Au nom du climat, Biden en équilibriste face à la Chine

  • Peut-on «coopérer» sur le climat avec la Chine tout en l'accusant de «génocide»?
  • C'est le pari périlleux de Joe Biden, déterminé à concilier sa grande fermeté face aux adversaires de Washington avec la nécessité de travailler ensemble

WASHINGTON: Peut-on « coopérer » sur le climat avec la Chine tout en l'accusant de « génocide »? C'est le pari périlleux de Joe Biden, déterminé à concilier sa grande fermeté face aux adversaires de Washington avec la nécessité de travailler ensemble sur les grands défis planétaires.

Le nouveau président américain l'a répété à l'envi : avec la Chine mais aussi la Russie, les Etats-Unis peuvent « courir deux lièvres à la fois » -- en anglais, cela donne « walk and chew gum at the same time », ou « marcher et mâcher du chewing-gum en même temps ».

« Le défi de cet équilibre, c'est que le plateau ‘contestation’ de la balance pèse beaucoup plus lourd que le côté ‘coopération’ », relève Heather Conley, de l'institut de recherche Center for Strategic and International Studies.

Entre Anchorage, en Alaska, et Shanghai, en Chine, le contraste est de fait saisissant.

Il y a un mois, en Alaska, la première rencontre entre les chefs de la diplomatie des deux premières puissances mondiales depuis le début de l'ère Biden avait tourné au grand déballage en direct à la télévision, au moment où Washington accusait ouvertement Pékin de perpétrer un « génocide » contre les musulmans ouïghours.

Le face-à-face avait laissé le sentiment d'un gouffre impossible à combler.

« Pas une monnaie d'échange »

Un mois plus tard, autre ambiance : loin des projecteurs, la visite à Shanghai de l'émissaire américain pour le climat, John Kerry, a abouti à une déclaration commune inimaginable après Anchorage, les Etats-Unis et la Chine s'engageant « à coopérer » pour « affronter la crise climatique ».

Cette entente a ravivé les critiques républicaines.

« Chacune de nos décisions a été prise au nom de ‘L'Amérique d'abord’ », a réagi sur Twitter Mike Pompeo, le secrétaire d'Etat de Donald Trump, en référence au slogan « America First » de l'ex-président. « Il semble que la mission de l'administration Biden soit plutôt ‘Le changement climatique d'abord’. Ce n'est pas ce que veulent les Américains ni ce dont ils ont besoin. »

Certains experts redoutent aussi que les dirigeants chinois, conscients de l'importance de leur pays, premier émetteur mondial de gaz à effet de serre, dans la lutte contre le réchauffement, « utilisent ce moyen de pression pour promouvoir les intérêts chinois dans d'autres domaines », comme l'affirment Andrew Erickson, de l'US Naval War College, et Gabriel Collins, de la Rice University.

Dans un article publié dans la revue Foreign Affairs, ils exhortent l'administration Biden à faire jouer la compétition avec la Chine même sur le climat, plutôt que la coopération.

Le chef de la diplomatie américaine Antony Blinken s'est défendu lundi en assurant que le climat n'était pas une « monnaie d'échange » qui permettrait aux rivaux de l'Amérique d' « acheter » sa « bienveillance face à leur mauvais comportement sur d'autres sujets ».

Invitation au sommet

Pour Ryan Hass, chercheur au cercle de réflexion Brookings Institution et ex-conseiller de Barack Obama sur la Chine, « l'évolution progressive mais significative » engagée par l'administration Biden face à Pékin est bienvenue.

« Les deux camps ont commencé à lentement rétablir des canaux de communication diplomatique fonctionnels », notamment pour « explorer les possibilités de coordination », dit-il.

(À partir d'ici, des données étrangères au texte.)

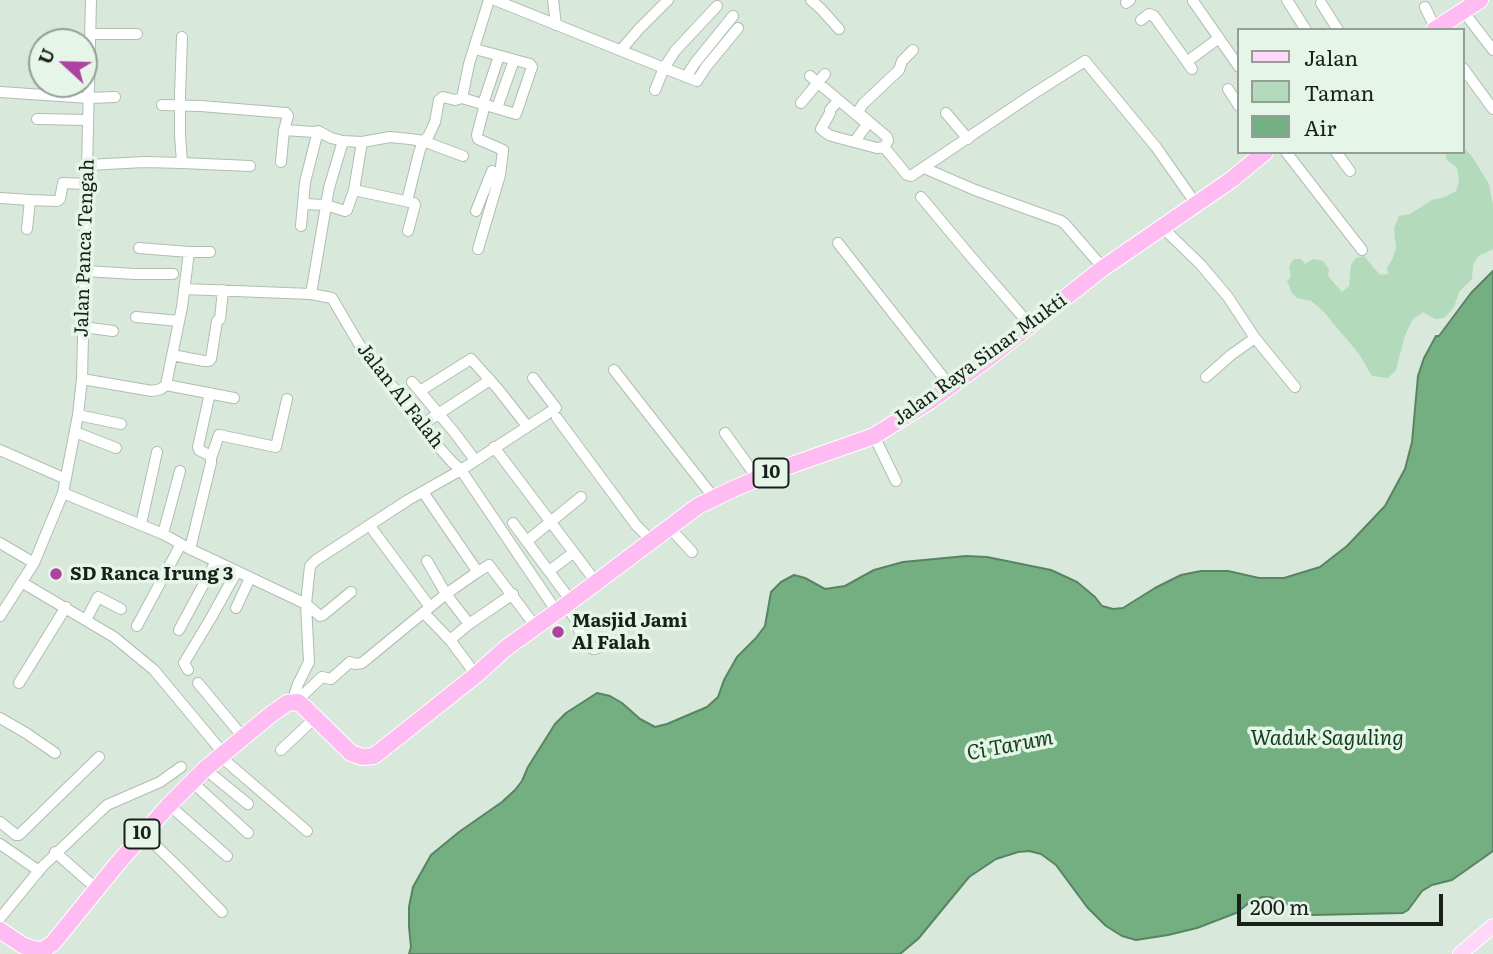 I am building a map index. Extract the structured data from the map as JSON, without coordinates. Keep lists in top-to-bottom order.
{
  "streets": {
    "highway": ["Jalan Raya Sinar Mukti", "10"],
    "street": ["Jalan Panca Tengah", "Jalan Al Falah"]
  },
  "crossings": [
    ["Jalan Raya Sinar Mukti", "Jalan Al Falah"],
    ["Jalan Raya Sinar Mukti", "10"]
  ],
  "water": ["Waduk Saguling", "Ci Tarum"],
  "places": ["SD Ranca Irung 3", "Masjid Jami Al Falah"],
  "legend": ["Jalan", "Taman", "Air"],
  "scale_bar": "200 m",
  "north": "left"
} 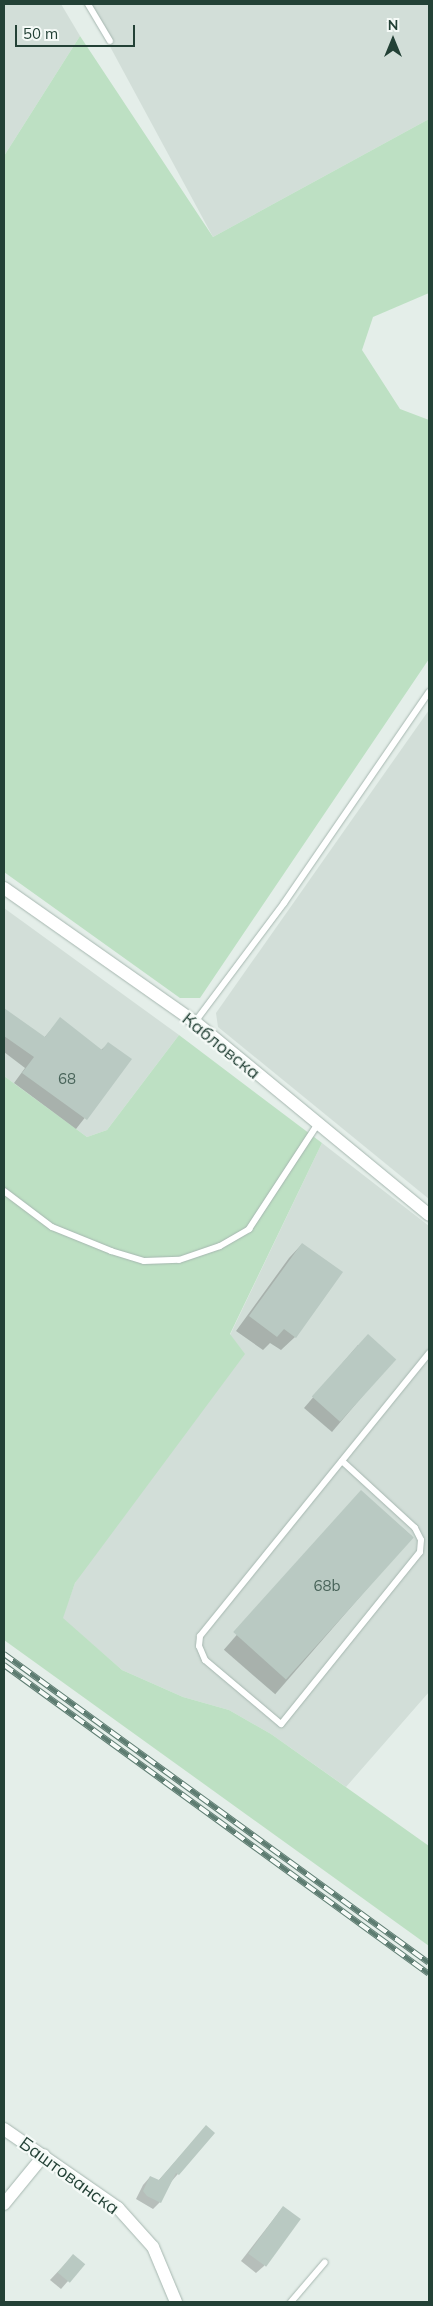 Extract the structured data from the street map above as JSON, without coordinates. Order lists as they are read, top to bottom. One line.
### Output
{"streets":{"street":["Кабловска","Баштованска"]},"house_numbers":["68","68b"],"scale_bar":"50 m","north":"top"}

Il rappelle que, même au plus fort de la Guerre froide, « les Etats-Unis et l'Union soviétique avaient réussi à s'entendre sur des défis communs comme l'éradication de la variole ».

C'est justement à la Guerre froide que semble faire référence Joe Biden quand il appelle de ses vœux une relation « prévisible et stable » avec la Russie.

Depuis son arrivée à la Maison Blanche en janvier, le septuagénaire démocrate souffle le chaud et le froid.

Il a martelé que son homologue chinois Xi Jinping n'avait « pas une once de démocratie en lui », et a qualifié le président russe Vladimir Poutine de « tueur » tout en sanctionnant durement la Russie pour son « ingérence électorale » et une cyberattaque géante.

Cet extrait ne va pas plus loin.